[Stored data entries]

----------

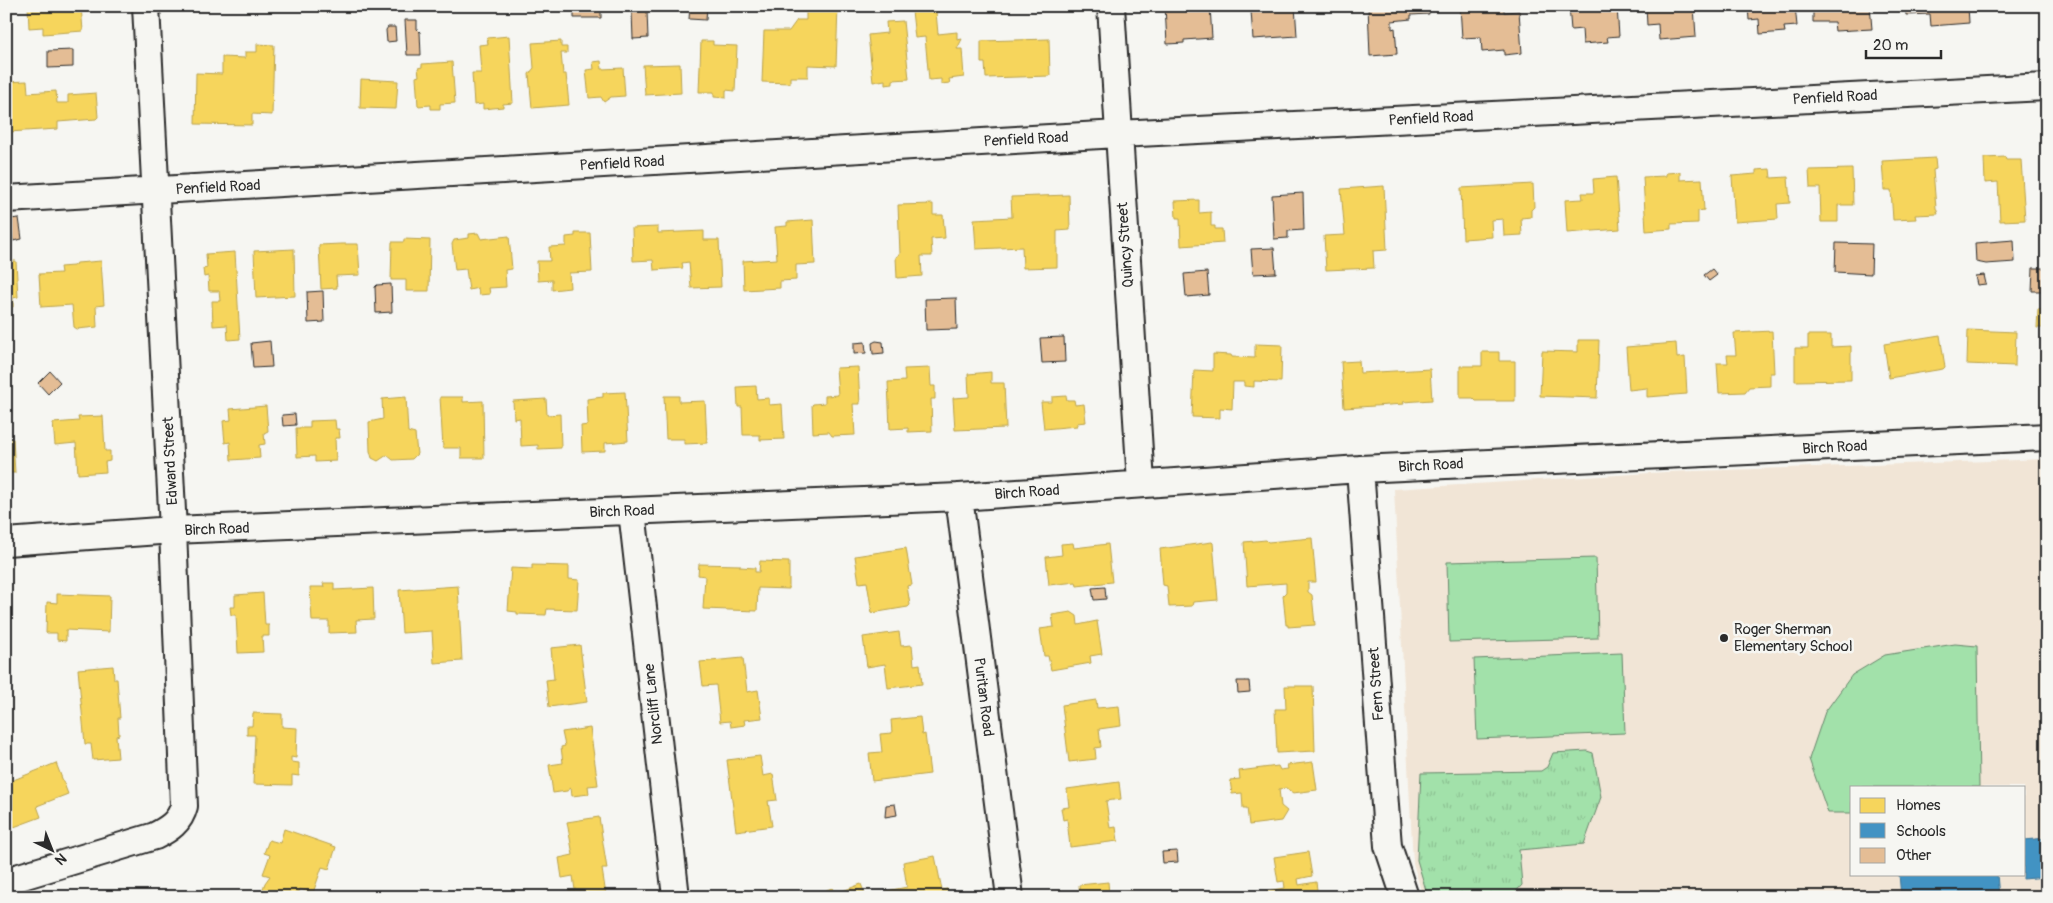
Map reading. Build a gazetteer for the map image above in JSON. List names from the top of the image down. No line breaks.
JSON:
{"streets":{"street":["Penfield Road","Quincy Street","Birch Road","Edward Street","Fern Street","Puritan Road","Norcliff Lane"]},"crossings":[["Penfield Road","Quincy Street"],["Penfield Road","Edward Street"],["Quincy Street","Birch Road"],["Birch Road","Edward Street"],["Birch Road","Fern Street"],["Birch Road","Puritan Road"],["Birch Road","Norcliff Lane"]],"places":["Roger Sherman Elementary School"],"legend":["Homes","Schools","Other"],"scale_bar":"20 m","north":"bottom right"}
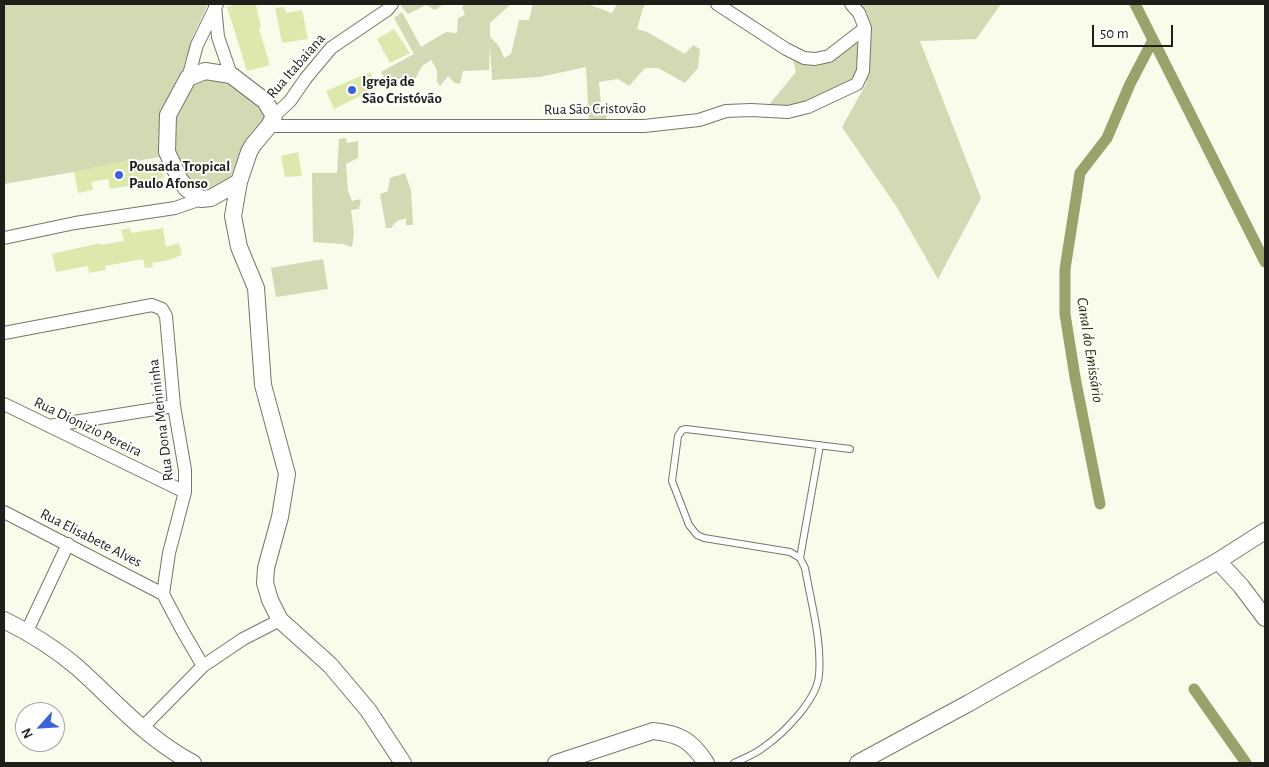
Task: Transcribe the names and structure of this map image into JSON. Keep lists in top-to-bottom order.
{
  "streets": {
    "street": [
      "Rua Itabaiana",
      "Rua São Cristovão",
      "Rua Dona Menininha",
      "Rua Dionizio Pereira",
      "Rua Elisabete Alves"
    ]
  },
  "crossings": [
    ["Rua Itabaiana", "Rua São Cristovão"],
    ["Rua Dona Menininha", "Rua Dionizio Pereira"],
    ["Rua Dona Menininha", "Rua Elisabete Alves"]
  ],
  "water": ["Canal do Emissário"],
  "places": ["Igreja de São Cristóvão", "Pousada Tropical Paulo Afonso"],
  "scale_bar": "50 m",
  "north": "bottom left"
}
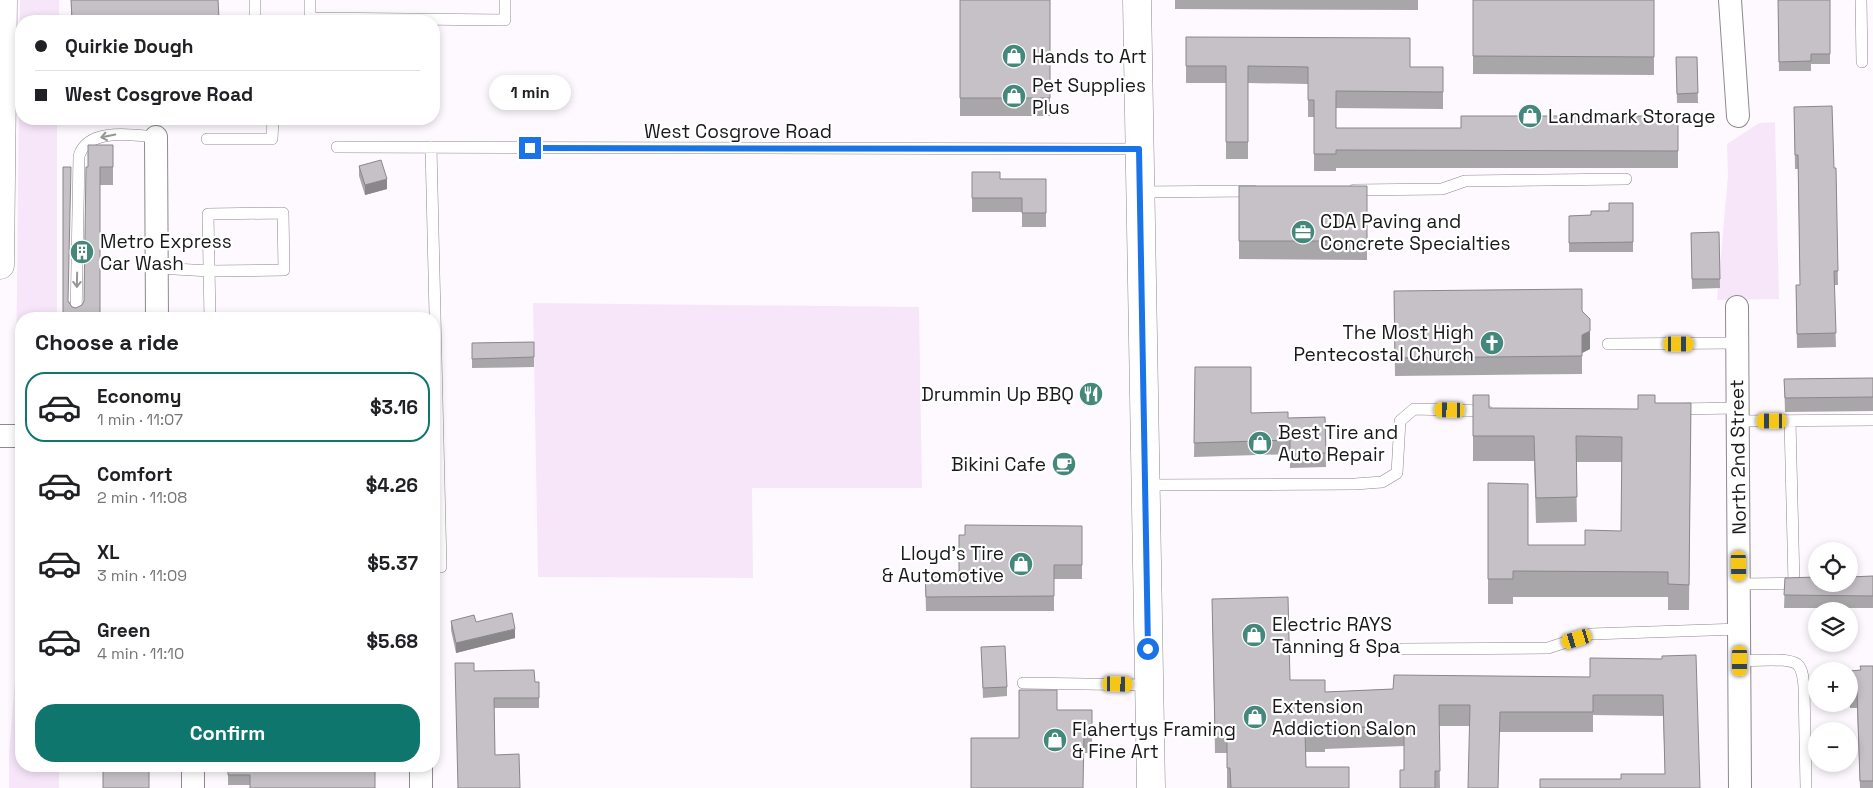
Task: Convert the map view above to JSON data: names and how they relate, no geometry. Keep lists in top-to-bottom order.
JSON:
{
  "streets": {
    "street": ["North 2nd Street"],
    "lane": ["West Cosgrove Road"]
  },
  "places": {
    "shop": [
      "Hands to Art",
      "Pet Supplies Plus",
      "Landmark Storage",
      "Best Tire and Auto Repair",
      "Lloyd's Tire & Automotive",
      "Electric RAYS Tanning & Spa",
      "Extension Addiction Salon",
      "Flahertys Framing & Fine Art"
    ],
    "office": ["CDA Paving and Concrete Specialties"],
    "building": ["Metro Express Car Wash"],
    "church": ["The Most High Pentecostal Church"],
    "restaurant": ["Drummin Up BBQ"],
    "cafe": ["Bikini Cafe"]
  },
  "page": {
    "banner": ["Quirkie Dough", "West Cosgrove Road"],
    "bubble": "1 min",
    "heading": "Choose a ride",
    "list": [
      {
        "name": "Economy",
        "note": "1 min · 11:07",
        "value": "$3.16"
      },
      {
        "name": "Comfort",
        "note": "2 min · 11:08",
        "value": "$4.26"
      },
      {
        "name": "XL",
        "note": "3 min · 11:09",
        "value": "$5.37"
      },
      {
        "name": "Green",
        "note": "4 min · 11:10",
        "value": "$5.68"
      }
    ],
    "map_buttons": ["+", "−"],
    "buttons": "Confirm"
  }
}
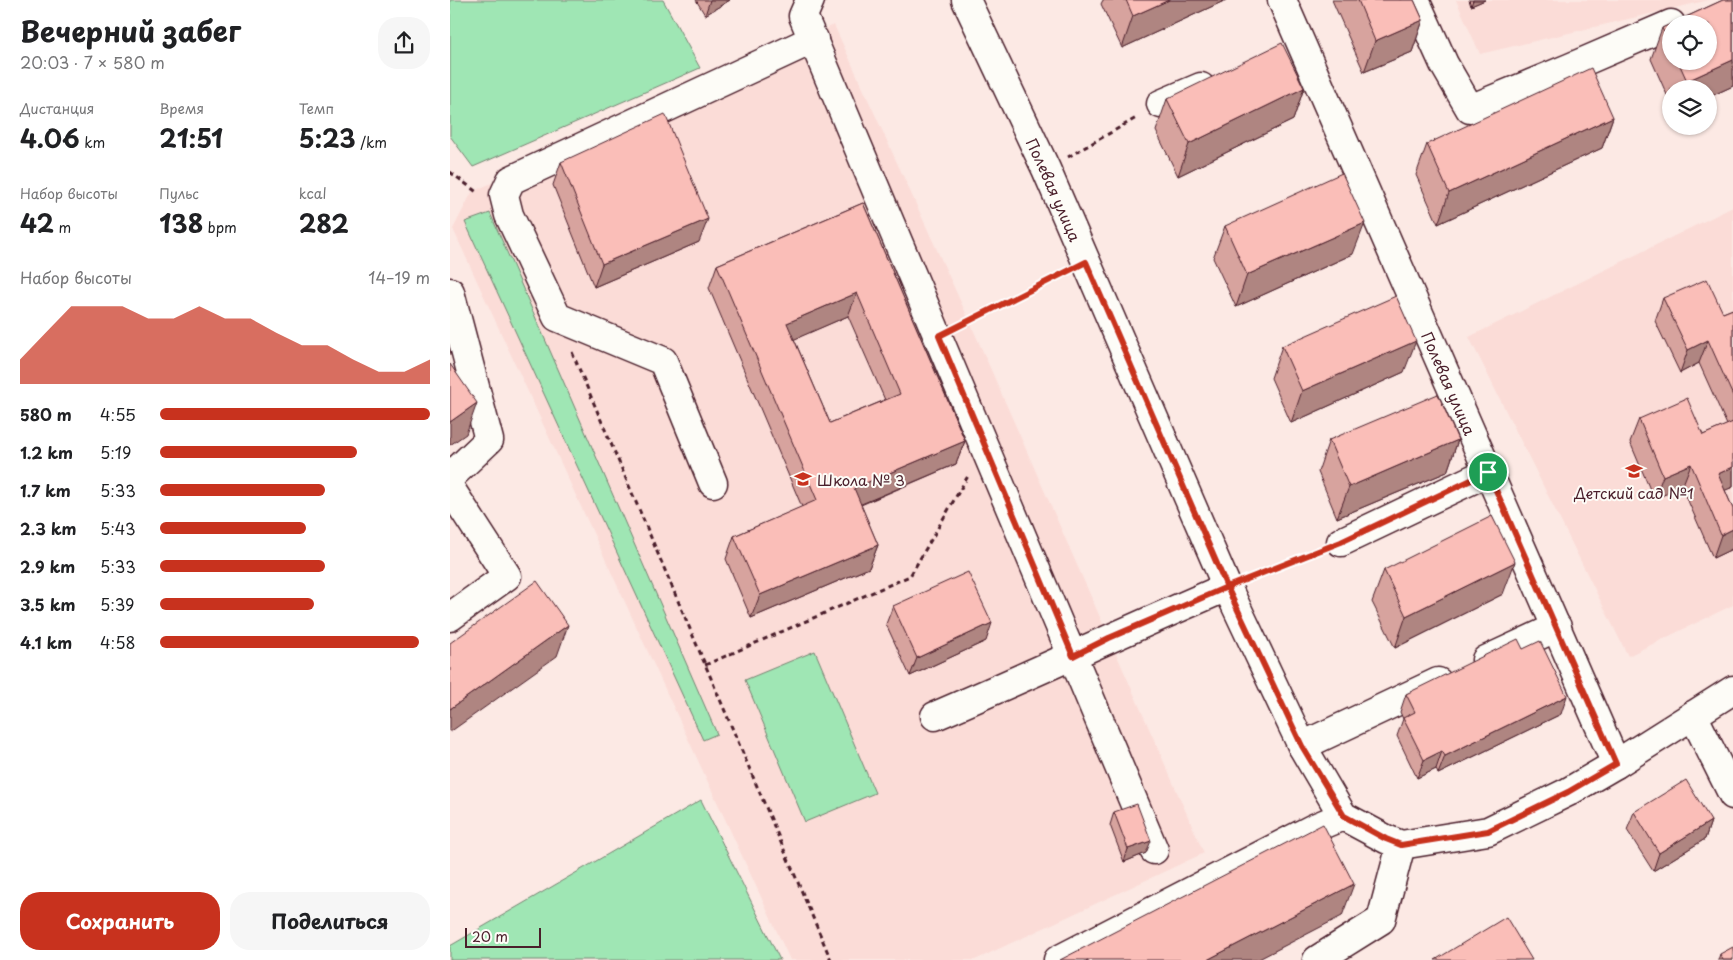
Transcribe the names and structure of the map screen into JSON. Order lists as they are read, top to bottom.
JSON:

----------

**EXERCISE DESCRIPTION:**
The answer should consist of every line above in which "they" appears.

**EXERCISE RESULT:**
Task: Convert the map view above to JSON data: names and how they relate, no geometry. Keep lists in top-to-bottom order.
Transcribe the names and structure of the map screen into JSON. Order lists as they are read, top to bottom.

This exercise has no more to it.